- To do
Report every line of the material that contains the string "stream".

- Material for the task
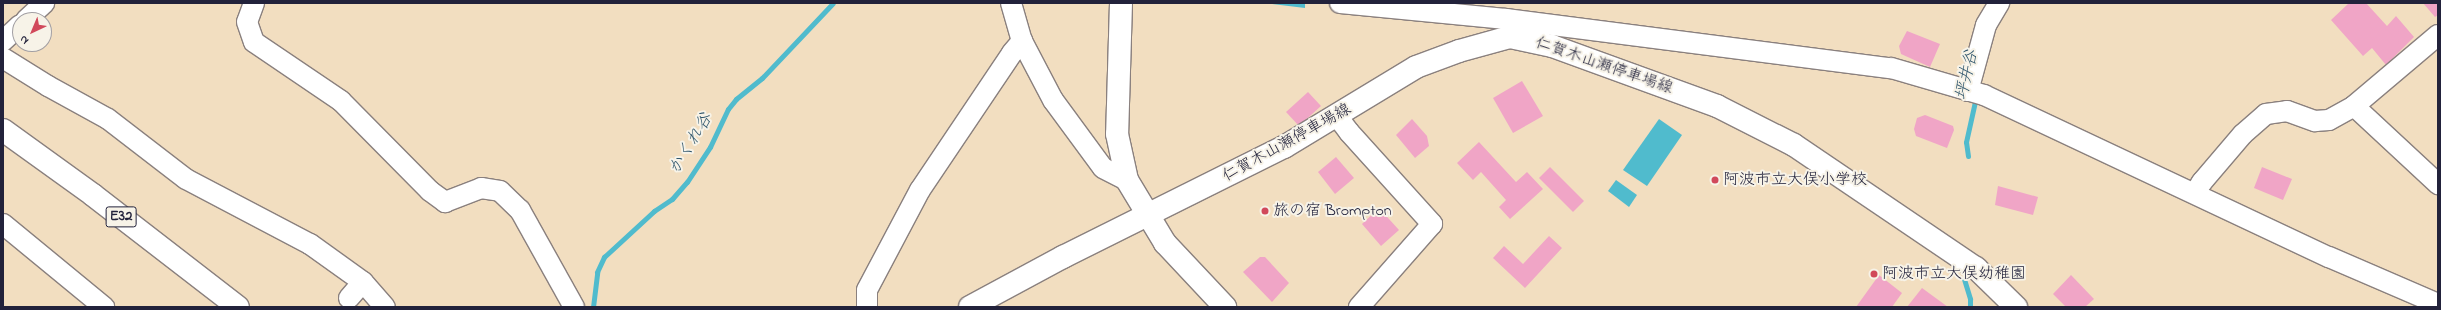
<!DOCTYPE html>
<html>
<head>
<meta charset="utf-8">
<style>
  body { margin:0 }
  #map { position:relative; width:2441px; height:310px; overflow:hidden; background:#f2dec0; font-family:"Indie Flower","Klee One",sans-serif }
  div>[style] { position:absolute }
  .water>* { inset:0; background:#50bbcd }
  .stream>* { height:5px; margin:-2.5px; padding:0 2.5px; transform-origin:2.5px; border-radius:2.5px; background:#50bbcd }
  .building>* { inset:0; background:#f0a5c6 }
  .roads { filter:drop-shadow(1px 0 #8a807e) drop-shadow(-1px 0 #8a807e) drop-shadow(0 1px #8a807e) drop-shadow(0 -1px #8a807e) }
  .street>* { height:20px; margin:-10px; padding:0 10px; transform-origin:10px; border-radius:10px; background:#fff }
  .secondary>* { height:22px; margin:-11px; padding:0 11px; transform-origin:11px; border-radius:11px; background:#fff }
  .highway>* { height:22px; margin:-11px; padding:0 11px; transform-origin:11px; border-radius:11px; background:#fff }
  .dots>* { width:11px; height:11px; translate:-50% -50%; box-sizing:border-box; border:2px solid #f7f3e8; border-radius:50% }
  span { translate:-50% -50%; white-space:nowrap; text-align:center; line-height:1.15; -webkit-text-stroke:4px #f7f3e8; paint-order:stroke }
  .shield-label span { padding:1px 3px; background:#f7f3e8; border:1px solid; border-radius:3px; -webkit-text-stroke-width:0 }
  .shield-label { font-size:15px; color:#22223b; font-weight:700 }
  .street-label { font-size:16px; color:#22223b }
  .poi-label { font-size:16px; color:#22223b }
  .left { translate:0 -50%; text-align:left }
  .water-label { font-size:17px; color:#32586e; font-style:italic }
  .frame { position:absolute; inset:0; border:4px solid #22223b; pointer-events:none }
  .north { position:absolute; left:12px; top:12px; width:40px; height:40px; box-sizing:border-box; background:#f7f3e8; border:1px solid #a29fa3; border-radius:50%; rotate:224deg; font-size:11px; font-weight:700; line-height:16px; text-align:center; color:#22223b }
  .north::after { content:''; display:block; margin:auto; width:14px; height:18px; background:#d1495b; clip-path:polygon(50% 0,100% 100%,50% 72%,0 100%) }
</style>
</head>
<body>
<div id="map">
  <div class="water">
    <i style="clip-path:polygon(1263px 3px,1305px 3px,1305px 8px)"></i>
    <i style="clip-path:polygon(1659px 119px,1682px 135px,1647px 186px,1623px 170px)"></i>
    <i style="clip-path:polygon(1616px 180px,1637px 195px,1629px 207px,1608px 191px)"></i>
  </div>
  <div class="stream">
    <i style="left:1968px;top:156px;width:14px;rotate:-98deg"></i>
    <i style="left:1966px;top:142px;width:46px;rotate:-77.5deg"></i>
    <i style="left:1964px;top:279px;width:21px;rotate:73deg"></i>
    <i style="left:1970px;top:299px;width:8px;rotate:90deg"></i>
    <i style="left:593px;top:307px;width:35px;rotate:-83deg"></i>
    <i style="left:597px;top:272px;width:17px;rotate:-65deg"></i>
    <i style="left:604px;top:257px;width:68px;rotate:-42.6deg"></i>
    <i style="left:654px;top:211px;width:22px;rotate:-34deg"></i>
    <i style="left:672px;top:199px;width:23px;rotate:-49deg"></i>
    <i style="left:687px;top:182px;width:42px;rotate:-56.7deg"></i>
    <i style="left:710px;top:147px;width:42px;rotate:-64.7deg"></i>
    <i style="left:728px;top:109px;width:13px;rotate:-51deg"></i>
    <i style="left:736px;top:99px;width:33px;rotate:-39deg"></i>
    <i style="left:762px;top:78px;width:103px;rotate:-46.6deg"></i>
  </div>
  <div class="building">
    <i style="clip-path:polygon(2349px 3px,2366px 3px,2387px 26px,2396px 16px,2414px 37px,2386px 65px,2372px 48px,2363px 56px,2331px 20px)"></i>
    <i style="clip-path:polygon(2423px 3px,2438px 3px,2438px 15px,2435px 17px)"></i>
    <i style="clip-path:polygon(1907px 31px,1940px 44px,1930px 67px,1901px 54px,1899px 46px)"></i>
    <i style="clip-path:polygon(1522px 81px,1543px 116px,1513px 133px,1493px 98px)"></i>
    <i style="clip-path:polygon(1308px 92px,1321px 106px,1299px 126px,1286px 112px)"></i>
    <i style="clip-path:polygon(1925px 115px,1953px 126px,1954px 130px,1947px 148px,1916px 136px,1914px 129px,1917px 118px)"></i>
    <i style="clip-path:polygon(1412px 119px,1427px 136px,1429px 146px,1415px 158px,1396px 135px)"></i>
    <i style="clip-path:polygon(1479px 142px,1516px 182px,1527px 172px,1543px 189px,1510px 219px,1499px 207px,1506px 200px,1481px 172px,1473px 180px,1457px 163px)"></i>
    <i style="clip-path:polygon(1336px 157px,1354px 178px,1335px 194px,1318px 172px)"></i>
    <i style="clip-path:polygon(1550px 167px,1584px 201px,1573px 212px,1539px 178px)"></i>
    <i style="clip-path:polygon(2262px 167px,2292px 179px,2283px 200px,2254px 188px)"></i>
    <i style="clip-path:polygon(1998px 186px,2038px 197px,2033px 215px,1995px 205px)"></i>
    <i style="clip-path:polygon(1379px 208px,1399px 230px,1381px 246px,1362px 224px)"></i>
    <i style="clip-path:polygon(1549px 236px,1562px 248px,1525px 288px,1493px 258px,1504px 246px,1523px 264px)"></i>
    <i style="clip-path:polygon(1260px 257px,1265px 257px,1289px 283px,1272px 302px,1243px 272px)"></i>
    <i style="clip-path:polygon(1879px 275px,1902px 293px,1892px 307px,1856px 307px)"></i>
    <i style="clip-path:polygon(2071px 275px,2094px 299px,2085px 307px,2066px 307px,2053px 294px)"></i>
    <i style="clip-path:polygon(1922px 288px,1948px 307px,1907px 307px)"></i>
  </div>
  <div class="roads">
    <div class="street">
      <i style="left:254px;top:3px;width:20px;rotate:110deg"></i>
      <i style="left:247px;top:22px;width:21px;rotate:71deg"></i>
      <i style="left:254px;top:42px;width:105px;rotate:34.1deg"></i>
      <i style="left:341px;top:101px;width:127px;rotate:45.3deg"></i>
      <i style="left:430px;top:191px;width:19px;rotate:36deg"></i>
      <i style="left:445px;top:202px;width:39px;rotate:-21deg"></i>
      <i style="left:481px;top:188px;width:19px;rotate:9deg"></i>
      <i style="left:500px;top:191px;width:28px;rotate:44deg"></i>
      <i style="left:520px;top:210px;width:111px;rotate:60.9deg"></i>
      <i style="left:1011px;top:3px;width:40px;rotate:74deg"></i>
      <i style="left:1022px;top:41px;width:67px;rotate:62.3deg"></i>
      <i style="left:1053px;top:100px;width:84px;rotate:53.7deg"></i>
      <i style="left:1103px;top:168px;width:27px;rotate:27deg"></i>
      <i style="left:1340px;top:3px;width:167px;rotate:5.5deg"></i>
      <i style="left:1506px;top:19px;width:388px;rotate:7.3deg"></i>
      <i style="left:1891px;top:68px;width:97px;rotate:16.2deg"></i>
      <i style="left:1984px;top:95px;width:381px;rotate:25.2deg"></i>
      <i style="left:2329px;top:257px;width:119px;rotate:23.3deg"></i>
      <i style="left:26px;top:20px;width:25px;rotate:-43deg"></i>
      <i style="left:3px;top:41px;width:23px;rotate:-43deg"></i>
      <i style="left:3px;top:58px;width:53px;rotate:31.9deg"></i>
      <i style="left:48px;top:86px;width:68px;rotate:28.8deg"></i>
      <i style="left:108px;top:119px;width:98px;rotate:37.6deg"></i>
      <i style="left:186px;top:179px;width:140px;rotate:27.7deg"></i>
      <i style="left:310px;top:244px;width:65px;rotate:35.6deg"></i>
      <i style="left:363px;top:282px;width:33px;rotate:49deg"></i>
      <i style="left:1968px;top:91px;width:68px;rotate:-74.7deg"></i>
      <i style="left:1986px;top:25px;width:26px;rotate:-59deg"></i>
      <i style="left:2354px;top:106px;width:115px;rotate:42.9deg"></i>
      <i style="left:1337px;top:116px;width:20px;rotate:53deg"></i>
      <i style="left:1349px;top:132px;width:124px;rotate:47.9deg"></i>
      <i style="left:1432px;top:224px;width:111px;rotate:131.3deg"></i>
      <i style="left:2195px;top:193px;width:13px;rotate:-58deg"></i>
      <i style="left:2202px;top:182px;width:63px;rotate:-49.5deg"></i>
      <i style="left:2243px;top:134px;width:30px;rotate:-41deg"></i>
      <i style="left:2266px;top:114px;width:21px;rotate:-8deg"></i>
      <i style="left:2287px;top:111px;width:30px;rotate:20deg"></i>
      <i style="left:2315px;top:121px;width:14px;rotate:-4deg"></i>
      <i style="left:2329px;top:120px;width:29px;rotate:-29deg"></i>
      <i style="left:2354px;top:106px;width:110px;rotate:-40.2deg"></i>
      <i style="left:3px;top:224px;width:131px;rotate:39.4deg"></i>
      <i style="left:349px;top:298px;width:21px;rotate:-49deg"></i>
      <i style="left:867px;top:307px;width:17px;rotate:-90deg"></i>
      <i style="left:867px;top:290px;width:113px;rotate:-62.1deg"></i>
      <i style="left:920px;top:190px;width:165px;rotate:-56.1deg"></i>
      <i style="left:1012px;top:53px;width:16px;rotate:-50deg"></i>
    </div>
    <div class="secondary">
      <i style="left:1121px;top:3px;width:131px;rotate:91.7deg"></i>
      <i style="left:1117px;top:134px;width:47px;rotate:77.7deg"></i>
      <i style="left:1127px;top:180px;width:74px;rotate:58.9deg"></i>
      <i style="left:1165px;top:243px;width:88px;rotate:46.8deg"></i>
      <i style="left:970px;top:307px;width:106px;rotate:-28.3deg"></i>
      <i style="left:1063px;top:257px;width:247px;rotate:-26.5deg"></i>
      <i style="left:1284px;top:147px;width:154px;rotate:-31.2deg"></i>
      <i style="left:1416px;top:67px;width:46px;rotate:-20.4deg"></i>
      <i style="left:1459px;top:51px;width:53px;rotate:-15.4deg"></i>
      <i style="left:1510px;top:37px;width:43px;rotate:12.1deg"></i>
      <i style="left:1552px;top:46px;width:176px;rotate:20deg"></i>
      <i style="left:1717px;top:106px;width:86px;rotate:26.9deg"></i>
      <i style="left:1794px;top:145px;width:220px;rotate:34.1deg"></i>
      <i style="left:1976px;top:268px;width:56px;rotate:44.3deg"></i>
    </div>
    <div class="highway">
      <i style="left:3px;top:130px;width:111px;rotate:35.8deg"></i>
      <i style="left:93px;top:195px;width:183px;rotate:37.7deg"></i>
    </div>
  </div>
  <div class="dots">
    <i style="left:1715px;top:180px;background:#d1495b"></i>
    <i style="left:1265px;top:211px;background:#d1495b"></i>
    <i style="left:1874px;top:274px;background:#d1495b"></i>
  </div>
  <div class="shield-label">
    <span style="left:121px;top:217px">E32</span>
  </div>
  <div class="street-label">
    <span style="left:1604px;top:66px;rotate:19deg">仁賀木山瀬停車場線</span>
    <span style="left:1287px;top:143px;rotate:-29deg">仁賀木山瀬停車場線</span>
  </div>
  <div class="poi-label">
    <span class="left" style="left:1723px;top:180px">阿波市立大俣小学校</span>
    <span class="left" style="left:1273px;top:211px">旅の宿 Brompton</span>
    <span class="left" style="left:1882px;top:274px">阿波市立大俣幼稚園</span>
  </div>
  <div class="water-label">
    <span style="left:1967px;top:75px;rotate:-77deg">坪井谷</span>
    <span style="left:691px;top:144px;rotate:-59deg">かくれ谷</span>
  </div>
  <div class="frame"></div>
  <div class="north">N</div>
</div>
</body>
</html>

- Answer to this exercise
  .stream>* { height:5px; margin:-2.5px; padding:0 2.5px; transform-origin:2.5px; border-radius:2.5px; background:#50bbcd }
  <div class="stream">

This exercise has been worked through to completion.